··· RECORDS FOR THIS TASK

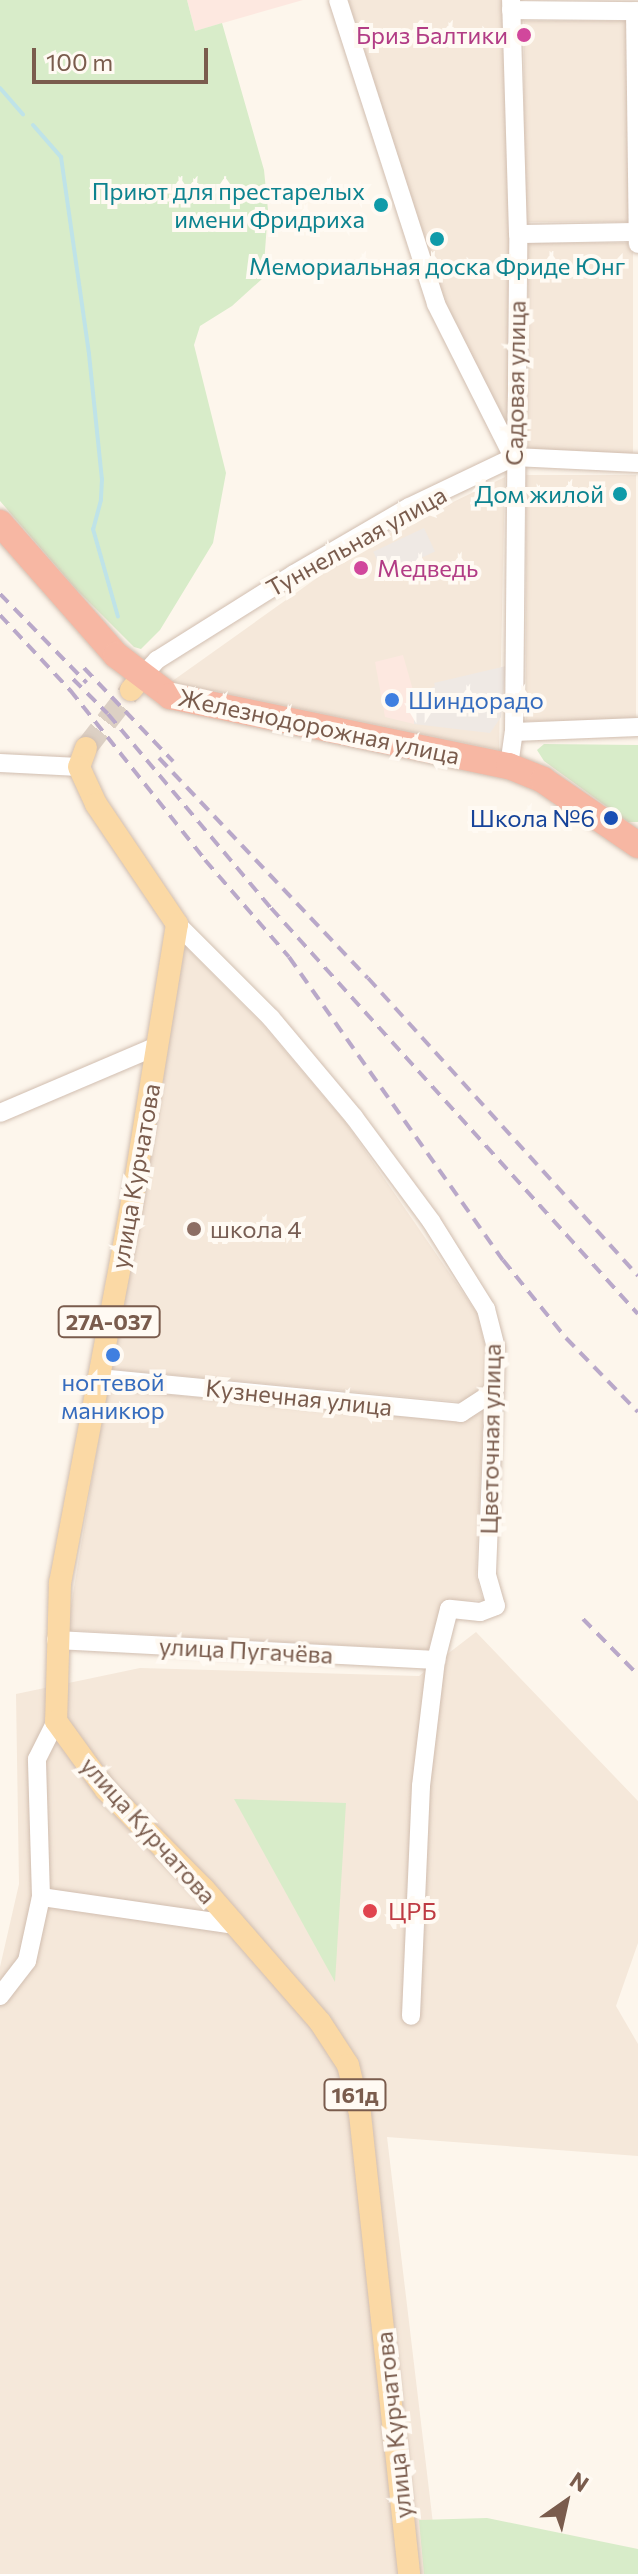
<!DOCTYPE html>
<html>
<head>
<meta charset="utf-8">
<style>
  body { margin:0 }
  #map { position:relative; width:638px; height:2574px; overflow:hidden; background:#fdf6ec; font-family:Commissioner,sans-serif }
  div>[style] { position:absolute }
  .residential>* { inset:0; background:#f5e8da; transform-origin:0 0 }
  .commercial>* { inset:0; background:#fde8e0 }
  .industrial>* { inset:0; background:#efe9e4; transform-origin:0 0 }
  .green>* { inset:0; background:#d8ecc9 }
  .stream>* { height:4px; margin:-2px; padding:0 2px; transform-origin:2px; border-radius:2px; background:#bfe3e8 }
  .major-tunnel>* { height:22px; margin-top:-11px; transform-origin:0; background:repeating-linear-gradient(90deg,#dcd0c4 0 22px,transparent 0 33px) }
  .roads { filter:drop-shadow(0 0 2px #d1beb0) drop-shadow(0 0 2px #d1beb0) }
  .minor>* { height:18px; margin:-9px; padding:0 9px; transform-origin:9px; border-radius:9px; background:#fff }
  .major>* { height:22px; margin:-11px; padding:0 11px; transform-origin:11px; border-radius:11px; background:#fbd9a5 }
  .highway>* { height:26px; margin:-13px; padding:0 13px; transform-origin:13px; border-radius:13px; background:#f7b7a3 }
  .rail>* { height:4px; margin-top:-2px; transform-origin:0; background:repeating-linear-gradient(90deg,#b9a8c9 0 12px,transparent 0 20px) }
  .dots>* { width:22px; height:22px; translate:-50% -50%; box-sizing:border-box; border:4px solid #fffaf3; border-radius:50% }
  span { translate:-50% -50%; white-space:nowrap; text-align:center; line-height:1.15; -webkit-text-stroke:8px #fffaf3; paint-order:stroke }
  .shield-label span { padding:2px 6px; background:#fffaf3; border:2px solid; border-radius:6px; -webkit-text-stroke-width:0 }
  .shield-label { font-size:22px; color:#7a5c4d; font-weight:700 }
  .hotel-label { font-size:24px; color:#b23c85 }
  .right { translate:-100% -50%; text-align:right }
  .left { translate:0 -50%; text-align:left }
  .culture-label { font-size:24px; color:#0d838f }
  .street-label { font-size:24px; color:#7a5c4d }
  .shop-label { font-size:24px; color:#366cbe }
  .transit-label { font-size:24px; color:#164399 }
  .education-label { font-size:24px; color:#785e54 }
  .health-label { font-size:24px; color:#be3a42 }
  .north { position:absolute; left:526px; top:2462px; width:80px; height:80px; -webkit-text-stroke:6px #fffaf3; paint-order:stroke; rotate:34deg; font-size:22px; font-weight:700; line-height:32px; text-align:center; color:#7a5c4d }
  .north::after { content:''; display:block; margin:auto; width:28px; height:36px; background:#7a5c4d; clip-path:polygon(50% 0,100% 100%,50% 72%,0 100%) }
  .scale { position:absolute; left:32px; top:48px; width:176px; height:36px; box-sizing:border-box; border:4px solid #7a5c4d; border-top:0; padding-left:10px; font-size:24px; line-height:28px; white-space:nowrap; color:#7a5c4d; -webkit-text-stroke:6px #fffaf3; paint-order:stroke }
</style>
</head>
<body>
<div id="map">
  <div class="residential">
    <i style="clip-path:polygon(348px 0,504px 0,512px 234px,507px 424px,444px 302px)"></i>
    <i style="left:631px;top:21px;width:201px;height:107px;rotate:90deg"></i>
    <i style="left:528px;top:243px;width:105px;height:212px"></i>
    <i style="left:526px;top:475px;width:110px;height:246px"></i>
    <i style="clip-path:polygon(505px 477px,499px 750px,171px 682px,338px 563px,405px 525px)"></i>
    <i style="clip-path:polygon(184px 945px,263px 1025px,346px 1123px,477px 1313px,486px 1349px,476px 1575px,483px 1600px,443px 1601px,428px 1650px,67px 1630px,107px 1389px,460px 1422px,462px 1402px,111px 1369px)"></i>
    <i style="clip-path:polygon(476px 1632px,638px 1801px,638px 1943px,616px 2006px,638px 2044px,638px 2156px,387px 2137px,439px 2574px,0 2574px,0 1967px,19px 1884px,16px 1694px,140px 1668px,419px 1676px)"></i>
  </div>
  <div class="commercial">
    <i style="clip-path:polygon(187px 0,303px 0,195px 31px)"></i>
    <i style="clip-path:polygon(403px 655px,417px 704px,414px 724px,385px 717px,375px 662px)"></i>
  </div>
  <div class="industrial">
    <i style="left:424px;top:528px;width:26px;height:56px;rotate:65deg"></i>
    <i style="clip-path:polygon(506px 666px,501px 717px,490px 733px,414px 724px,414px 696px,435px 686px,434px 683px)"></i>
  </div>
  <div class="green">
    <i style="clip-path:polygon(0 0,187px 0,195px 31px,222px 23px,264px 170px,268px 210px,263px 278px,232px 306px,200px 326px,194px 345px,226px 473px,213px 543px,160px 630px,141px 649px,134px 647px,75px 588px,0 501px)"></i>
    <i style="clip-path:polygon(544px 744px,638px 745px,638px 822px,628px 822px,544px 761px,537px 750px)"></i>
    <i style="clip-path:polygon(234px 1799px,346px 1803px,335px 1982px)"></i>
    <i style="clip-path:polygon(487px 2518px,638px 2549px,638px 2574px,424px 2574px,419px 2520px)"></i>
  </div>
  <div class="stream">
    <i style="left:0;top:88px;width:35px;rotate:49deg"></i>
    <i style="left:33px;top:125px;width:43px;rotate:48.8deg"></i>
    <i style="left:61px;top:157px;width:199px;rotate:81.9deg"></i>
    <i style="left:89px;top:354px;width:126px;rotate:84.1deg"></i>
    <i style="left:102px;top:479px;width:21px;rotate:93deg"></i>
    <i style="left:101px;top:500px;width:30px;rotate:105deg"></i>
    <i style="left:93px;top:529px;width:91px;rotate:74.1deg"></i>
  </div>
  <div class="major-tunnel">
    <i style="left:86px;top:748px;width:73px;rotate:-52.2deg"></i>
  </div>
  <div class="roads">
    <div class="minor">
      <i style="left:338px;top:0;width:319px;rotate:72.1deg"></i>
      <i style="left:436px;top:304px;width:169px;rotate:63.3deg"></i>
      <i style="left:511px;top:10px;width:127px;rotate:0.5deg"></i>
      <i style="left:635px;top:11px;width:233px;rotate:89.3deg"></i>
      <i style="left:518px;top:234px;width:120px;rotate:-1deg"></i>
      <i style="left:142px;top:677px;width:23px;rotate:-49deg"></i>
      <i style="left:157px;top:660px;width:162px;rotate:-32.1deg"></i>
      <i style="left:294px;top:574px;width:133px;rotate:-30.2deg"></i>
      <i style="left:409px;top:507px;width:116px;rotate:-25.5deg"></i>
      <i style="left:514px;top:457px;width:124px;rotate:2.8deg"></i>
      <i style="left:514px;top:732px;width:124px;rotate:-2.3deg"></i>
      <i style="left:0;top:763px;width:79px;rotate:2.9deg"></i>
      <i style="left:509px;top:766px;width:34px;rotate:-82deg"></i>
      <i style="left:514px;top:732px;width:498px;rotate:-89.5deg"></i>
      <i style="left:518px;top:234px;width:234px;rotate:-91.7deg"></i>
      <i style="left:177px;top:924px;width:133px;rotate:45deg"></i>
      <i style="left:271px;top:1018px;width:129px;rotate:50deg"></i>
      <i style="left:354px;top:1117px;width:129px;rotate:53.5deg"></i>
      <i style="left:431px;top:1221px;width:104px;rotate:58deg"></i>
      <i style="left:486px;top:1309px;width:40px;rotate:75.6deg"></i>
      <i style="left:496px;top:1348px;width:227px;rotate:92.3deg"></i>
      <i style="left:487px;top:1575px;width:32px;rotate:74deg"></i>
      <i style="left:496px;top:1606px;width:17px;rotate:159deg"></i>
      <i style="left:480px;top:1612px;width:31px;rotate:-174deg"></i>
      <i style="left:449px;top:1609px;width:53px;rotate:104.3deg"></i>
      <i style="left:436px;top:1660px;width:127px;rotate:96.8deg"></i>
      <i style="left:421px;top:1786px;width:230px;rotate:92.5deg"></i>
      <i style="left:0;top:1113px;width:171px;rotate:-23.1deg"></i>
      <i style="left:99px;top:1378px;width:364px;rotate:5.5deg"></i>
      <i style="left:461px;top:1413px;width:38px;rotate:-33deg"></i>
      <i style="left:56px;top:1640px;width:381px;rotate:3deg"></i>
      <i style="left:41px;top:1897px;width:196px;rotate:8.2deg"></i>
      <i style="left:0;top:1996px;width:44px;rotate:-52.4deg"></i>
      <i style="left:27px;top:1961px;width:66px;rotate:-77.7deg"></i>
      <i style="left:41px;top:1897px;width:138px;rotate:-91.7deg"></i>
      <i style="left:37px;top:1759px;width:42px;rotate:-63.4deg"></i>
    </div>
    <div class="major">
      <i style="left:131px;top:690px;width:17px;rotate:-50deg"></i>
      <i style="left:86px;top:748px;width:20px;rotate:110deg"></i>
      <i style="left:79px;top:767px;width:41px;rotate:65.3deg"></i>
      <i style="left:96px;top:804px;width:145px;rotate:56deg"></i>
      <i style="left:177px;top:924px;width:293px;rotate:99.2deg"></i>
      <i style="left:130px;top:1213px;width:376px;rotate:100.7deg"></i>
      <i style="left:60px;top:1582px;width:139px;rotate:91.6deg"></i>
      <i style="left:56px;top:1721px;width:85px;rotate:54.1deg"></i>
      <i style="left:106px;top:1790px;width:139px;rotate:45.3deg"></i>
      <i style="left:204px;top:1889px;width:176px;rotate:48.9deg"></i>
      <i style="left:320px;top:2022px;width:51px;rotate:56.9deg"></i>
      <i style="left:348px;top:2065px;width:50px;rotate:76.2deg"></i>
      <i style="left:360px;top:2114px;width:463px;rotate:83.9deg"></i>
    </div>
    <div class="highway">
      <i style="left:0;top:523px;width:176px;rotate:48.7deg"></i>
      <i style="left:116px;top:655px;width:68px;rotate:37.2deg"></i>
      <i style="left:170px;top:696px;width:346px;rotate:11.7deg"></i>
      <i style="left:509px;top:766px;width:37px;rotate:22deg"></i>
      <i style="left:543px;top:780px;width:115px;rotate:34.4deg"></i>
    </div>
  </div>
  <div class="rail">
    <i style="left:0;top:594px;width:124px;rotate:45.7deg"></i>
    <i style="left:0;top:615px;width:103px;rotate:47deg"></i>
    <i style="left:70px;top:690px;width:217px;rotate:51.5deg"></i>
    <i style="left:205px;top:860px;width:128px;rotate:49.1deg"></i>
    <i style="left:289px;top:957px;width:371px;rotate:54.8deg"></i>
    <i style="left:503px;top:1260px;width:100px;rotate:51.1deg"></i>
    <i style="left:566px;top:1338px;width:103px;rotate:45.8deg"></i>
    <i style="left:84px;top:668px;width:129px;rotate:46.3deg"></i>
    <i style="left:73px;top:679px;width:49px;rotate:45deg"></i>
    <i style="left:108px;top:714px;width:253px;rotate:50deg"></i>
    <i style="left:271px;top:908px;width:547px;rotate:47.89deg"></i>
    <i style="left:159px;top:758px;width:303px;rotate:46.5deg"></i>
    <i style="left:368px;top:978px;width:402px;rotate:47.8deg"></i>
    <i style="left:583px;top:1619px;width:78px;rotate:45.5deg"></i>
  </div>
  <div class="dots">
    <i style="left:524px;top:35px;background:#d1479c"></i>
    <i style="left:381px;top:205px;background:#0f9aa8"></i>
    <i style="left:437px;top:239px;background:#0f9aa8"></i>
    <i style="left:620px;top:494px;background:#0f9aa8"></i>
    <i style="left:361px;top:568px;background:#d1479c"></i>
    <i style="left:392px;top:700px;background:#3f7fe0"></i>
    <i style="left:611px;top:818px;background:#1a4fb4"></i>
    <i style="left:194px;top:1229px;background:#8d6e63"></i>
    <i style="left:113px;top:1355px;background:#3f7fe0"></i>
    <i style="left:370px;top:1911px;background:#e0444e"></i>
  </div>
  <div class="shield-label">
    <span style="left:109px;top:1322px">27А-037</span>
    <span style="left:355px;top:2095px">161д</span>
  </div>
  <div class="hotel-label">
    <span class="right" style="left:508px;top:35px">Бриз Балтики</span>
    <span class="left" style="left:377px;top:568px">Медведь</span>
  </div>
  <div class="culture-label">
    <span class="right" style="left:365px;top:205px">Приют для престарелых<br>имени Фридриха</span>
    <span style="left:437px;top:266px">Мемориальная доска Фриде Юнг</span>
    <span class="right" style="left:604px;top:494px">Дом жилой</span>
  </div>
  <div class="street-label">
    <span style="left:515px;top:383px;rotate:-89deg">Садовая улица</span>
    <span style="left:356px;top:541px;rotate:-29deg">Туннельная улица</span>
    <span style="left:319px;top:726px;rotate:12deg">Железнодорожная улица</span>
    <span style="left:135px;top:1176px;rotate:-80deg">улица Курчатова</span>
    <span style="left:299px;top:1397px;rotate:6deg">Кузнечная улица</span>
    <span style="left:490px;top:1439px;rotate:-89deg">Цветочная улица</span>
    <span style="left:246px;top:1650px;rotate:3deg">улица Пугачёва</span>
    <span style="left:149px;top:1830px;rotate:48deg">улица Курчатова</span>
    <span style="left:393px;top:2425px;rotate:-96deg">улица Курчатова</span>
  </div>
  <div class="shop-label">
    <span class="left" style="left:408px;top:700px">Шиндорадо</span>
    <span style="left:113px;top:1396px">ногтевой<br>маникюр</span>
  </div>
  <div class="transit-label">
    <span class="right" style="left:595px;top:818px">Школа №6</span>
  </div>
  <div class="education-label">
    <span class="left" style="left:210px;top:1229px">школа 4</span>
  </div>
  <div class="health-label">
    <span class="left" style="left:388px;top:1911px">ЦРБ</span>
  </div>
  <div class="north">N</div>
  <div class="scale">100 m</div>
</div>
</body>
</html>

······

If a line of the material contains the word "stream", pick it out and copy it.

  .stream>* { height:4px; margin:-2px; padding:0 2px; transform-origin:2px; border-radius:2px; background:#bfe3e8 }
  <div class="stream">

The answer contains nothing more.